▶ [Entries supplied]:
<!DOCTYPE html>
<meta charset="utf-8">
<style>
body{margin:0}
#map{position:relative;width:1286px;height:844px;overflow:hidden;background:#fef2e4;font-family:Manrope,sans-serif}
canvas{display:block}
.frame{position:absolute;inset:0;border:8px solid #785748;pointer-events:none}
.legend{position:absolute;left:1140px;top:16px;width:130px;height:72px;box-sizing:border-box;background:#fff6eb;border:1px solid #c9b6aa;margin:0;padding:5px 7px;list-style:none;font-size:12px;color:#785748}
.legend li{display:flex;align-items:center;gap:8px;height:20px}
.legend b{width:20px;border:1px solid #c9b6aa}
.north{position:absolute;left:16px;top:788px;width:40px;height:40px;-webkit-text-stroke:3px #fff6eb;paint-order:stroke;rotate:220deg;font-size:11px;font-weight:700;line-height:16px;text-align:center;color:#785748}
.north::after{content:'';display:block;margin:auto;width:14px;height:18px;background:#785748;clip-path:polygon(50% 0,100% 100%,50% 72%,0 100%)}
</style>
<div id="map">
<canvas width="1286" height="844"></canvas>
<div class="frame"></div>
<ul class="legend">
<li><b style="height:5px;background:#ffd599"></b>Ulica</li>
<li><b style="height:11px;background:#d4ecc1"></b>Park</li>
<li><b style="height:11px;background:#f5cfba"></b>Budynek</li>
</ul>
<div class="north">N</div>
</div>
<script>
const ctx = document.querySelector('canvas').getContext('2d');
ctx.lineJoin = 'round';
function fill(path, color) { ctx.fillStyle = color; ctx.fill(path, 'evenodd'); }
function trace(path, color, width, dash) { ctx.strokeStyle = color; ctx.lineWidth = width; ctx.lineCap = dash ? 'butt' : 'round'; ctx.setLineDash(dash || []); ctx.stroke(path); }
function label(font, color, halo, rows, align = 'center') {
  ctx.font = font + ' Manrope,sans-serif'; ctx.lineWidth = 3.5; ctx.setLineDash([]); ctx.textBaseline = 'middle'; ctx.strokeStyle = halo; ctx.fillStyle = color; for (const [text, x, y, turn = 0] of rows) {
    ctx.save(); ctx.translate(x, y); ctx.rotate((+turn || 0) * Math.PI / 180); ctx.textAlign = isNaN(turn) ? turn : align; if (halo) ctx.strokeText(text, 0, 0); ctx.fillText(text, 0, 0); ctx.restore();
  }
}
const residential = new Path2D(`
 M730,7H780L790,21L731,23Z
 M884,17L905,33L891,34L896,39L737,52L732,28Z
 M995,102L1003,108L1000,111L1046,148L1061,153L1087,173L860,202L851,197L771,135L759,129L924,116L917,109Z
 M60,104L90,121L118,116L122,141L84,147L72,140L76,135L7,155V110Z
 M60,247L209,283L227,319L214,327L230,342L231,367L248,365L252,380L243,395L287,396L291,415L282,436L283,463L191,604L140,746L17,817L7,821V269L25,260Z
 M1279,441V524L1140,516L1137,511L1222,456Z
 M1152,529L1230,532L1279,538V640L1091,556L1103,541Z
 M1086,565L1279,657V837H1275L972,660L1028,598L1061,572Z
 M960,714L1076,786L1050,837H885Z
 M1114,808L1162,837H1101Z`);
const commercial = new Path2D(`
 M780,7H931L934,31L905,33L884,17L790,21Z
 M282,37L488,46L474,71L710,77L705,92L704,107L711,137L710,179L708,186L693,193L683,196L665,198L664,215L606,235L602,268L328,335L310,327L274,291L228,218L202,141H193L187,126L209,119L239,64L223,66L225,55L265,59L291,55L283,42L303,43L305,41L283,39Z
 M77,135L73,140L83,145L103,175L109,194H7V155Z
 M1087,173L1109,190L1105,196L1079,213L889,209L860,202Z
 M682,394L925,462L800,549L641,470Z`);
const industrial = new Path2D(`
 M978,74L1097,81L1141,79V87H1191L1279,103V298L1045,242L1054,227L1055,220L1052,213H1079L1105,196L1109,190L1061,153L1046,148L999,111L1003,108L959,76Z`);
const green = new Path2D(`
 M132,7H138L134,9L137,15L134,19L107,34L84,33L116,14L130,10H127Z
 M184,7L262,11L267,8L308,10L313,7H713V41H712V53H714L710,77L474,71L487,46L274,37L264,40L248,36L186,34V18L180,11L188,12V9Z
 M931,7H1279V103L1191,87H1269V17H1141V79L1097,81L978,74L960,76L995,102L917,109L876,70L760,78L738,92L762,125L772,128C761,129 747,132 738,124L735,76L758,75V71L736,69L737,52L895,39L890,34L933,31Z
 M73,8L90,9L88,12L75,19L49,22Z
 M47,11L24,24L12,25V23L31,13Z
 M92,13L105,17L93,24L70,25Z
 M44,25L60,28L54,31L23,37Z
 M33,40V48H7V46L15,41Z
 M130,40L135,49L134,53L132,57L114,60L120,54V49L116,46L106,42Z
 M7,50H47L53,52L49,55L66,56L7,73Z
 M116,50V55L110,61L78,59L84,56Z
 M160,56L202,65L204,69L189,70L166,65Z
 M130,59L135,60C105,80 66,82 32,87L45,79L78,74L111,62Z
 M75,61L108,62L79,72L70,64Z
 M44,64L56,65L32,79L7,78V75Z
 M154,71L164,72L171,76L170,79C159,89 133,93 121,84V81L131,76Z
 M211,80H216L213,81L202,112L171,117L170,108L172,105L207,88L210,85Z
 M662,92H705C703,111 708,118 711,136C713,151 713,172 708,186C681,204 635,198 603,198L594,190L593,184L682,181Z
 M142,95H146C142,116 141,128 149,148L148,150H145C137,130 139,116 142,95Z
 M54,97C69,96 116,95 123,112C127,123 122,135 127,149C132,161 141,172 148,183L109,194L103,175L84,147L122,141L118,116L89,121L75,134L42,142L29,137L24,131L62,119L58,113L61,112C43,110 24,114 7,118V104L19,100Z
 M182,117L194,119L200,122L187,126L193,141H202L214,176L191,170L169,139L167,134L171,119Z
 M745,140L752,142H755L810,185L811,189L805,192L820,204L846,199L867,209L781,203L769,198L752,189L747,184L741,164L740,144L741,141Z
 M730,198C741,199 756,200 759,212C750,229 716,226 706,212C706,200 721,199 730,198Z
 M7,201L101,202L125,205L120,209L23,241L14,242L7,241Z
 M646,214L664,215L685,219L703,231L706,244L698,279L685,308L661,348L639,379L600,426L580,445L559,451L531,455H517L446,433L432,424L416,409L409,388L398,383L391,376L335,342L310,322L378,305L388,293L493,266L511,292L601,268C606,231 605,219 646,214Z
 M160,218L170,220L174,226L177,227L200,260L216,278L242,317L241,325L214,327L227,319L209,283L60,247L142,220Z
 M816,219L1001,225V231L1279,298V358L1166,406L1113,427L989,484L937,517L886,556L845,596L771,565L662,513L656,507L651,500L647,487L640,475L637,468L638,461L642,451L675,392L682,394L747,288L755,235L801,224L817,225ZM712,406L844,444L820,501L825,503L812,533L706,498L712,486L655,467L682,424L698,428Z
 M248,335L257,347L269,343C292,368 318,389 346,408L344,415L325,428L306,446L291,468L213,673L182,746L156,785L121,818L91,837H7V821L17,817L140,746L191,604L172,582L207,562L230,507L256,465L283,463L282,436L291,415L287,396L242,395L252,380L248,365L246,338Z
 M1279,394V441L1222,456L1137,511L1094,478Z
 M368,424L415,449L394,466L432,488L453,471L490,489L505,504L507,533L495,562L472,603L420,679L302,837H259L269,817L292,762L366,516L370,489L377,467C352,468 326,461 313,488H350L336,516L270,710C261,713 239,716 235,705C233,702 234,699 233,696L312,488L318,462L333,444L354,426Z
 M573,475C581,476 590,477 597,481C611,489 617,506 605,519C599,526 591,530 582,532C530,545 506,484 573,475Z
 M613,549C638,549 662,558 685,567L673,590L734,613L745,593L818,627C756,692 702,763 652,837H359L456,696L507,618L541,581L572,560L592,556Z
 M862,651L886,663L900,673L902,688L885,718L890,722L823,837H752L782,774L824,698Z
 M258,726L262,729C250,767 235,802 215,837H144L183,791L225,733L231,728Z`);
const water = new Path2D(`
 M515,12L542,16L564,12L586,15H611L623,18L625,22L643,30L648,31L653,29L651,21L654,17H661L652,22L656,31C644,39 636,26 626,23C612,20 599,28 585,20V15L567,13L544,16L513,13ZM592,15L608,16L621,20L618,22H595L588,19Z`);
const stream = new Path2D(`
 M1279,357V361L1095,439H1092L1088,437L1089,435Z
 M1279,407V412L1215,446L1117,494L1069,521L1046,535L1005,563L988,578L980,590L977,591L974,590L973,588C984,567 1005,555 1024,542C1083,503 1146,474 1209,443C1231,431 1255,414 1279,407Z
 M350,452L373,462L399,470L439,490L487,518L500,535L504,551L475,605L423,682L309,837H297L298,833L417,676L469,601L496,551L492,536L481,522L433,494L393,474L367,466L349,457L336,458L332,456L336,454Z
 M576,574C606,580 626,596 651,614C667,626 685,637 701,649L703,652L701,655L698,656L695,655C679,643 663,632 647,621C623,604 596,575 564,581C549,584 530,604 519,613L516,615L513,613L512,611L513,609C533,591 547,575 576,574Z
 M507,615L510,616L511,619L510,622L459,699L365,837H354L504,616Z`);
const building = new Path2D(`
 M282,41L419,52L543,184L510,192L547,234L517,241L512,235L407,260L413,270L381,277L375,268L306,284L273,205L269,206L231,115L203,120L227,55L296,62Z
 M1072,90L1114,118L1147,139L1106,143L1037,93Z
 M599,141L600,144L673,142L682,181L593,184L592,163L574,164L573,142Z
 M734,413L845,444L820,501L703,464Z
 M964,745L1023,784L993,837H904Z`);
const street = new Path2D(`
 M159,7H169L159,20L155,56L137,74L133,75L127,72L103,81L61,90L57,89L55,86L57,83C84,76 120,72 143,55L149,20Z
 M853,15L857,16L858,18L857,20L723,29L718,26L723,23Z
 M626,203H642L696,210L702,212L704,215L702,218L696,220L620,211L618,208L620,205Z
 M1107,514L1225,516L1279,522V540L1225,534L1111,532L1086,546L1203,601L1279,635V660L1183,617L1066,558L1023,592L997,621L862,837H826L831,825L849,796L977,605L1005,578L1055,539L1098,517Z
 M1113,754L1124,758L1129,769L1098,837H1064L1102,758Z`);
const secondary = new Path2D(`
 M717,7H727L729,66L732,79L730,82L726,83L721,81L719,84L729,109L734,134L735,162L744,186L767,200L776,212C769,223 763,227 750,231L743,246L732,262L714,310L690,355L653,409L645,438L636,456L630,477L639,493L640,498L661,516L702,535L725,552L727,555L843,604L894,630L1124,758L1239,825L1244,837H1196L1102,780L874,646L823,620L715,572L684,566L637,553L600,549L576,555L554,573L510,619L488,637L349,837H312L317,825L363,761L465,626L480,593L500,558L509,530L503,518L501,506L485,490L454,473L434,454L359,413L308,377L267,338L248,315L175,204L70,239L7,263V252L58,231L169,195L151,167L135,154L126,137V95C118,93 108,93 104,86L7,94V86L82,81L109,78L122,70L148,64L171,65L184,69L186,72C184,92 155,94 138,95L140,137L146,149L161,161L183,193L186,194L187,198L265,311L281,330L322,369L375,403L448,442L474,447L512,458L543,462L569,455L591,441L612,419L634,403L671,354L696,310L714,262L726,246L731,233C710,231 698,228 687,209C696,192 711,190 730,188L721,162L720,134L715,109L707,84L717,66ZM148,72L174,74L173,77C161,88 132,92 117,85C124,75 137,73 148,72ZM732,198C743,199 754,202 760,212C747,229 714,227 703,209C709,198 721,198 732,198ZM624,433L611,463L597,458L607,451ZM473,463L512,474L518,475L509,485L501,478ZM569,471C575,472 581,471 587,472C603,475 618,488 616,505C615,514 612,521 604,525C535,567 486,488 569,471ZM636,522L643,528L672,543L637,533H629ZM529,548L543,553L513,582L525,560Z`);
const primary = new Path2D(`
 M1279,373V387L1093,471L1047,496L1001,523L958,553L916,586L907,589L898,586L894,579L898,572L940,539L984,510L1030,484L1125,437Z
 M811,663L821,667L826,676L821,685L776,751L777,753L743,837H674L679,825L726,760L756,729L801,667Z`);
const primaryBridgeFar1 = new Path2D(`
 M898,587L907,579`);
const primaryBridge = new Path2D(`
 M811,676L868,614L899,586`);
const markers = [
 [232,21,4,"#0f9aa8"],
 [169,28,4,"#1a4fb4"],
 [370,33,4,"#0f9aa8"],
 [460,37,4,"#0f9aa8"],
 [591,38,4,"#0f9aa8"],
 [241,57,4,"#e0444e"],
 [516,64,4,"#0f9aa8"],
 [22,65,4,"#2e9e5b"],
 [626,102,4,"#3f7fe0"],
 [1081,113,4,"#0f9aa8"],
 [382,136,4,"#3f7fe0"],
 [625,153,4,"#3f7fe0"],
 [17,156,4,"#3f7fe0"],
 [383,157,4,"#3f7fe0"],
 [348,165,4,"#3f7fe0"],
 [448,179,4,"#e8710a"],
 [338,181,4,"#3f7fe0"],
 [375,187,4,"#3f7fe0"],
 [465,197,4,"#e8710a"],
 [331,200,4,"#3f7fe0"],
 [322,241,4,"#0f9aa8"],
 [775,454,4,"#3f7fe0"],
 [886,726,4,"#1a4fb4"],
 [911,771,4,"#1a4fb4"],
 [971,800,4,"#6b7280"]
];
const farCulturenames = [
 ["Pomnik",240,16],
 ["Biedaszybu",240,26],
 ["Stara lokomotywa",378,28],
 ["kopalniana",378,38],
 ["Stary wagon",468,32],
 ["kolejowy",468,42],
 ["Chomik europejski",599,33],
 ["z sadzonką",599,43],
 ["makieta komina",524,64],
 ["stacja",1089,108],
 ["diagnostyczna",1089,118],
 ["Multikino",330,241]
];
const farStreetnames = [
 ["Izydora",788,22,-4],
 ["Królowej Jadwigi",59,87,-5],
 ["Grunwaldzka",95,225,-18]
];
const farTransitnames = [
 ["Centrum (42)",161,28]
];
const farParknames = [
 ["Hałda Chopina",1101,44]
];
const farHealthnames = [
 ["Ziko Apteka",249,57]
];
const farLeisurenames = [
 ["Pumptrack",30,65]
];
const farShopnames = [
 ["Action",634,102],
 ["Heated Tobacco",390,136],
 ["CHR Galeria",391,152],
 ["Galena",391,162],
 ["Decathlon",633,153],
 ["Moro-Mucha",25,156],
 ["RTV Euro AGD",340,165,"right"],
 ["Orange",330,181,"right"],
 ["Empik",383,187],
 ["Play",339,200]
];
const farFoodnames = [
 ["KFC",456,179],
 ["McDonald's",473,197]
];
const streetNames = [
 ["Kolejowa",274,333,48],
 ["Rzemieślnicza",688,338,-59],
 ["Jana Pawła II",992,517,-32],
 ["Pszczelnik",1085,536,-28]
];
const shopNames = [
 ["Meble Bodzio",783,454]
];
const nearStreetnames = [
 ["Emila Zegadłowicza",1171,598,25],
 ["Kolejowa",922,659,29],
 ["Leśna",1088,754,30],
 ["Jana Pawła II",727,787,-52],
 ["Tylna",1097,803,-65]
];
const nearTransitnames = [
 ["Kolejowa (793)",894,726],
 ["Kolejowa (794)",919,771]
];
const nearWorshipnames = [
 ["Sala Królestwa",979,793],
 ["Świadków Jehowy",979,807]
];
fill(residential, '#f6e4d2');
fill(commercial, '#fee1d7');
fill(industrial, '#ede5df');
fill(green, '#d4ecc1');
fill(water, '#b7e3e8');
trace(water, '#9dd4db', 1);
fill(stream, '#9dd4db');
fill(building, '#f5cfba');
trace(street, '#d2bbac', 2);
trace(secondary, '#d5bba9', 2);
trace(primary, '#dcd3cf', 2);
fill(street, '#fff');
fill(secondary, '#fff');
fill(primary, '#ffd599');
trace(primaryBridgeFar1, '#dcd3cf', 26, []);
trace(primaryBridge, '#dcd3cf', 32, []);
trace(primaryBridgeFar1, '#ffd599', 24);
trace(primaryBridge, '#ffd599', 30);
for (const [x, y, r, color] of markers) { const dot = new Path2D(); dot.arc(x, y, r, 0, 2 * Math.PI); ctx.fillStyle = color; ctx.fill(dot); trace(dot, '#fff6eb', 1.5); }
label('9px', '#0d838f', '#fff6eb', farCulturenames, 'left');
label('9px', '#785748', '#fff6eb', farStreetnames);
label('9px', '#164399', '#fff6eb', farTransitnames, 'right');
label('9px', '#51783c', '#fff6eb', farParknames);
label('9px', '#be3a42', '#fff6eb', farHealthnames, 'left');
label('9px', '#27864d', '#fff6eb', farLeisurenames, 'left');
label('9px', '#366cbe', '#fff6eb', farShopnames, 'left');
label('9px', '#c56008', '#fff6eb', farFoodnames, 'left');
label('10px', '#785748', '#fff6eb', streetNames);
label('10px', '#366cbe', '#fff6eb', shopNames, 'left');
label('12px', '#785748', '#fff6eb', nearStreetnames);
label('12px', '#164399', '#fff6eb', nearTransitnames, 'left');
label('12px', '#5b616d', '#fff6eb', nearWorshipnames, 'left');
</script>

▶ [Exercise]: Where a line in the listing above contains "turn", copy that line.

▶ [Solved exercise]:
  ctx.font = font + ' Manrope,sans-serif'; ctx.lineWidth = 3.5; ctx.setLineDash([]); ctx.textBaseline = 'middle'; ctx.strokeStyle = halo; ctx.fillStyle = color; for (const [text, x, y, turn = 0] of rows) {
    ctx.save(); ctx.translate(x, y); ctx.rotate((+turn || 0) * Math.PI / 180); ctx.textAlign = isNaN(turn) ? turn : align; if (halo) ctx.strokeText(text, 0, 0); ctx.fillText(text, 0, 0); ctx.restore();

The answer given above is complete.